The data →
#####
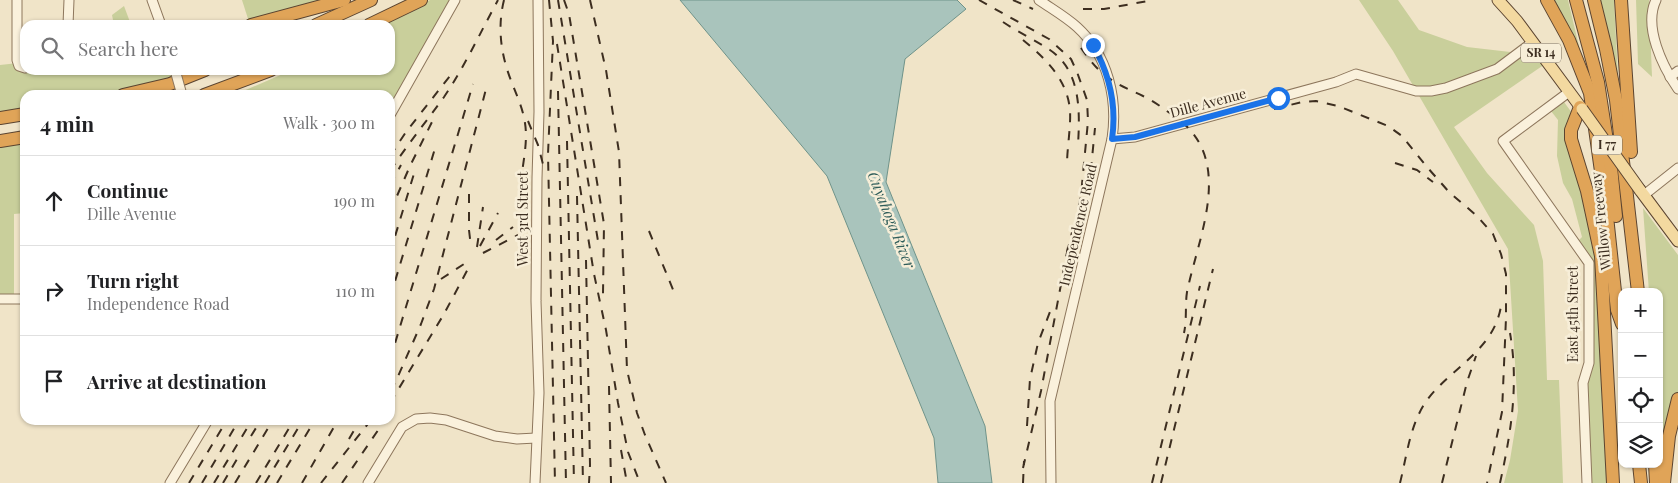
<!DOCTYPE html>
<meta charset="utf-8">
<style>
:root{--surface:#fff;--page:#f6f6f6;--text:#202124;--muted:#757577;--line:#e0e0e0}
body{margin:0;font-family:"Playfair Display",serif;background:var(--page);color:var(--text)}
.controls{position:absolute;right:15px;bottom:15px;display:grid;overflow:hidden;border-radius:10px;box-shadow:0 1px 4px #0004}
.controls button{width:45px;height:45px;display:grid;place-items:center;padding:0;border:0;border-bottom:1px solid var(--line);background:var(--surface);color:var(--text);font:25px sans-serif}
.stop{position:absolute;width:15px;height:15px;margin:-11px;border:4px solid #1a73e8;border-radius:50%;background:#fff}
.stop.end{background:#1a73e8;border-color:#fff;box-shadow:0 1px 5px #0008}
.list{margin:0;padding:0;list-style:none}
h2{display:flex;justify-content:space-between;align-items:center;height:65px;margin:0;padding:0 20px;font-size:21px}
h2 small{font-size:16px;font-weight:400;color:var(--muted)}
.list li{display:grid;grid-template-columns:32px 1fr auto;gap:15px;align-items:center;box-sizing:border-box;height:90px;padding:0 20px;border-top:1px solid var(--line)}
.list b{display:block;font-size:19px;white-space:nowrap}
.list p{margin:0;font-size:16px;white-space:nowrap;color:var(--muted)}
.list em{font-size:16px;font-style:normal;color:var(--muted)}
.icon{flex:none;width:28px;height:28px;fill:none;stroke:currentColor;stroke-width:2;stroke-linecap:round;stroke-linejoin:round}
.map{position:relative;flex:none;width:1678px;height:483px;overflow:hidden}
.search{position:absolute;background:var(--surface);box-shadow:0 1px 4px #0004;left:20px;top:20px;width:375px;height:55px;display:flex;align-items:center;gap:12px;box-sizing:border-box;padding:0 18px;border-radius:15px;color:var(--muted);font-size:19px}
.panel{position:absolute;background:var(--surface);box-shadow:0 1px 4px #0004;left:20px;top:90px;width:375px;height:335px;border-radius:15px}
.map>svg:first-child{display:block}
.green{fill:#c9cf9b}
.water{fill:#a9c4bc;stroke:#6f938a}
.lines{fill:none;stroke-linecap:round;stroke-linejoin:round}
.minor-casing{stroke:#8d765c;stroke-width:11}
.major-casing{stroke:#5b4430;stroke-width:13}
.highway-casing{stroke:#5b4430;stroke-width:14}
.minor{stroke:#faf1dc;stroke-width:9}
.major{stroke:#f3d9a0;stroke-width:11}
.highway{stroke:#e0a458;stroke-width:12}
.rail{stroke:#3d2e20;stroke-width:2;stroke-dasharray:9 9;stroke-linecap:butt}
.minor-bridge-casing{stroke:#8d765c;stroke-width:11;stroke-linecap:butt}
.major-bridge-casing{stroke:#5b4430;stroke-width:13;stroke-linecap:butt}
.minor-bridge{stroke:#faf1dc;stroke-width:9}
.major-bridge{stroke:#f3d9a0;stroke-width:11}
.route{stroke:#1a73e8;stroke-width:6}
.labels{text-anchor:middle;stroke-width:5;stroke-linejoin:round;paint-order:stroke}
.shield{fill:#f7eed8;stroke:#756857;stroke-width:1}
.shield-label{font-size:12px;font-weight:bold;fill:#3d2e20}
.street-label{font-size:14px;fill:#3d2e20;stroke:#f7eed8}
.water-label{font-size:15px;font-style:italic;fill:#2f5d5a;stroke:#f7eed8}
</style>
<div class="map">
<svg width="1678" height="483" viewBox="0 0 1678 483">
<rect width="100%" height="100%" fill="#f0e4c8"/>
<!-- green -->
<g class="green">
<polygon points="242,0 325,0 250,25"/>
<polygon points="430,0 455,0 390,115 390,95 234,95 292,70 390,70 390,25 380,25"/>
<polygon points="1359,0 1398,0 1419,30 1467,47 1519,53 1533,42 1548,62 1454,127 1487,173 1534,225 1543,261 1547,380 1559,380 1563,483 1504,483 1510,460 1518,411 1508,249 1393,51"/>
<polygon points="1551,0 1568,0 1583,63"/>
<polygon points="1599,0 1614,0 1618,77"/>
<polygon points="1636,0 1649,0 1652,77 1638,64"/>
<polygon points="124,6 130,22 127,25 114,25 112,15"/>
<polygon points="18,63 25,70 175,70 178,82 131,95 25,95 25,116 0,120 0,65"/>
<polygon points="1564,102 1572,113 1598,237 1613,483 1591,483 1586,383 1589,263 1576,243 1582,237 1572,199 1563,183 1557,156 1558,120 1551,111"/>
<polygon points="25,142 25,213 14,214 14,299 0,299 0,147"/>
<polygon points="1643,208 1678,255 1678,400 1663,459 1659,459 1659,292 1649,292"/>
</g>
<!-- water -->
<polygon class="water" points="680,0 957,0 966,9 905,59 886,182 985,426 992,483 938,483 934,438 827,176"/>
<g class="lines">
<!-- minor casing -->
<g class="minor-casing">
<g id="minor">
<polyline points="17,0 17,60 19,66 25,68"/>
<polyline points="152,0 161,25"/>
<path d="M 1039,0 C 1052,9 1066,17 1077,27 C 1108,55 1118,99 1112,139 L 1050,401 L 1051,483"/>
<path d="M 1656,0 C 1643,27 1663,67 1678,89"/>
<polyline points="68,25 69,0"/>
<polyline points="1670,77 1678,71"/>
<polyline points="1569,92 1503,141 1589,263 1589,363 1583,383 1587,483"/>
<polyline points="390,115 455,0"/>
<polyline points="1112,139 1135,137 1336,82 1356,74 1416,91 1431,91 1446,88 1497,69 1533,42"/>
<polyline points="1644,195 1678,168"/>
<polyline points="0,299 25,299"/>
<polyline points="170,483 208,420"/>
<polyline points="368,483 402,427 416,419 430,418 446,420 495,436 517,439 536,438"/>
<polyline points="535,483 539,393 536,301 537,178 539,112 538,0"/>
</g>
</g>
<!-- major casing -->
<g class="major-casing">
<g id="major">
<polyline points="1498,0 1517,21 1582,109"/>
<polyline points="1640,190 1678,241"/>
</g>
</g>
<!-- highway casing -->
<g class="highway-casing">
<g id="highway">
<polyline points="1547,0 1569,40 1590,93 1606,207 1617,310 1622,324"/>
<polyline points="1576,0 1598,82 1611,167 1616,216"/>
<polyline points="1594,0 1606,49 1616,100 1638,292"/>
<polyline points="1621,0 1631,152"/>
<polyline points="251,25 344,0"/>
<polyline points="316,25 371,0"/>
<polyline points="369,25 421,0"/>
<polyline points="123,95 170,84 205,70"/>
<polyline points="204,95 271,70"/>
<polyline points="1580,107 1571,130 1571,139 1587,191 1601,256 1613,483"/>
<polyline points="0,118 25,114"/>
<polyline points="0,141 25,137"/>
<polyline points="1639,464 1641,483"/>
<polyline points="1655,464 1656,483"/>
<polyline points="1664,483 1669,436 1678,399"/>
</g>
</g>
<!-- minor -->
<use href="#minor" class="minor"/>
<!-- major -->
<use href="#major" class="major"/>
<!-- highway -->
<use href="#highway" class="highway"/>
<!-- rail -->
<g class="rail">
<path d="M 504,0 C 497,28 501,56 512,83 C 517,96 523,109 525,123 C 528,142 523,162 521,181"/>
<polyline points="549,0 553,41 548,154 555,483"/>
<polyline points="558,0 599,247"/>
<polyline points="564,0 569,14 604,224 603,294"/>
<polyline points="590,0 606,70 619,152 627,370 637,413 645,435 666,483"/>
<polyline points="979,0 1049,39 1071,59 1077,72 1087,100 1088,121 1081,195 1074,231"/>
<polyline points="1013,0 1033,9"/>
<polyline points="1083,9 1104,9 1153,0"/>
<path d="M 1003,22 C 1018,32 1035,40 1050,50 C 1081,71 1080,111 1078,145"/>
<path d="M 1023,40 C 1046,59 1067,79 1070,110 C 1071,127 1067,148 1067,165"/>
<polyline points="557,44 594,274 606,330 618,403 628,452 640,483"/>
<path d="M 1081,48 C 1089,59 1097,70 1109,78 C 1119,86 1131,90 1143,96 C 1154,101 1164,109 1174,116 C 1236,158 1199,234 1187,292 C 1185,305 1187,319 1184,333"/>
<polyline points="558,91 566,483"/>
<polyline points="1274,109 1302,102 1316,101 1338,106 1388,126 1402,136 1427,167 1449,192 1477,216 1493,234 1501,254 1506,274 1506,318 1502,412 1487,483"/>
<polyline points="528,121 538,145 544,168"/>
<polyline points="567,141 574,483"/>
<polyline points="390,156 406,132 453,72"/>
<polyline points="1395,163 1417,170 1433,182"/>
<path d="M 390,171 C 407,145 426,122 444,97 C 465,66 480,33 498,0"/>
<polyline points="390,185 401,165"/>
<polyline points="1089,189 1095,128"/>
<polyline points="469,194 469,230 471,247"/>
<polyline points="577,196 583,483"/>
<polyline points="390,212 410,166 434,118"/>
<polyline points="649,231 674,292"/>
<polyline points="496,240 513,227"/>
<polyline points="480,246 498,213"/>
<polyline points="477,247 483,207"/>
<polyline points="390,253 416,167"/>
<polyline points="483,253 518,235"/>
<polyline points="1067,253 1074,224"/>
<polyline points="586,260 590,465 589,483"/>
<polyline points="441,279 464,264"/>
<polyline points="390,298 436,145"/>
<polyline points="390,360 473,84"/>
<polyline points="609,386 611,483"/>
<polyline points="390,391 396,381 421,324 434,289 486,89"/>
<polyline points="390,403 444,314 469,267"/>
<polyline points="1027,426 1030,379 1038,343 1053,304"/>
<polyline points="251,436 261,420"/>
<polyline points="349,439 360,420"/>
<polyline points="621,450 627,483"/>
<polyline points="1023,468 1041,391 1068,247"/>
<polyline points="189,483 227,420"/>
<polyline points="202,483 239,420"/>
<polyline points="214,483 252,420"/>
<polyline points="223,483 237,459"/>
<polyline points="235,483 273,420"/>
<polyline points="256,483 294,420"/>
<polyline points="265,483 303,420"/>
<polyline points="277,483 315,420"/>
<polyline points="302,483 338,420"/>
<polyline points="321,483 371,420"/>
<polyline points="342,483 385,420"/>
<polyline points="1023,483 1024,461"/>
<polyline points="1152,483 1200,286"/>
<polyline points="1161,483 1213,269"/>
<path d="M 1400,483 C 1407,455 1410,424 1427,400 C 1452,367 1494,350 1501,306"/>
<polyline points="1442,483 1467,382 1476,356"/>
<path d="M 1500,483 C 1511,433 1519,384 1510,333"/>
</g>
<!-- minor-bridge casing -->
<g class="minor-bridge-casing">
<polyline id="minor-bridge" points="175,70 182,95"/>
</g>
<!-- major-bridge casing -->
<g class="major-bridge-casing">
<polyline id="major-bridge" points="1582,109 1640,190"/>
</g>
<!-- minor-bridge -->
<use href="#minor-bridge" class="minor-bridge"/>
<!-- major-bridge -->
<use href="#major-bridge" class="major-bridge"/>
</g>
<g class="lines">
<!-- route -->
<path class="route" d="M 1093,45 C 1110,75 1117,105 1112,139 L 1135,137 L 1278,98"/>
</g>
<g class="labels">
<!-- shield labels -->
<g class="shield">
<rect x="1521" y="43.5" width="40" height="19" rx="4"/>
<rect x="1592" y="135.5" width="30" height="19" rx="4"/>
</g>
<g class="shield-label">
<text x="1541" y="57">SR 14</text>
<text x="1607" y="149">I 77</text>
</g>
<!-- street labels -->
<g class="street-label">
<text transform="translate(1208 103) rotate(-15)" y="5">Dille Avenue</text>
<text transform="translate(523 219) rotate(-90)" y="5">West 3rd Street</text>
<text transform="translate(1601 221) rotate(-96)" y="5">Willow Freeway</text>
<text transform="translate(1078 225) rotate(-77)" y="5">Independence Road</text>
<text transform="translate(1573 314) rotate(-90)" y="5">East 45th Street</text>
</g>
<!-- water labels -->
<g class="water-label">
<text transform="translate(891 220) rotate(68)" y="5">Cuyahoga River</text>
</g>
</g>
</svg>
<div class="controls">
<button>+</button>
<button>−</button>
<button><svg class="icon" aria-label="locate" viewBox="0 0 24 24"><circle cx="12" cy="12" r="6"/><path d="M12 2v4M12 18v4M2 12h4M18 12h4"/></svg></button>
<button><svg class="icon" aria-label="layers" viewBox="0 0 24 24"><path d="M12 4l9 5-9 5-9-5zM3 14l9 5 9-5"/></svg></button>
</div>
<div class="stop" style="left:1278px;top:98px"></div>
<div class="stop end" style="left:1093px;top:45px"></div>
<div class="search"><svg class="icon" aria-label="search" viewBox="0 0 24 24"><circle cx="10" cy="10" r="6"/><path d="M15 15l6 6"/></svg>Search here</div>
<section class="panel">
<h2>4 min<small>Walk · 300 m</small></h2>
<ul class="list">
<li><svg class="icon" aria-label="ahead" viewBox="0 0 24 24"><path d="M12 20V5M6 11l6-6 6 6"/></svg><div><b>Continue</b><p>Dille Avenue</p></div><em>190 m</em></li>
<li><svg class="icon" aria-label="right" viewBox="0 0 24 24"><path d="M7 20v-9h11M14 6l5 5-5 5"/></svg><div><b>Turn right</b><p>Independence Road</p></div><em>110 m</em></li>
<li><svg class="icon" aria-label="arrive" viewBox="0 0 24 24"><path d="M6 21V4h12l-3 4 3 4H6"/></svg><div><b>Arrive at destination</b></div></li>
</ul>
</section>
</div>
#####
Work item → In the listing, find each line with the string "white" and copy it.

Response →
.list b{display:block;font-size:19px;white-space:nowrap}
.list p{margin:0;font-size:16px;white-space:nowrap;color:var(--muted)}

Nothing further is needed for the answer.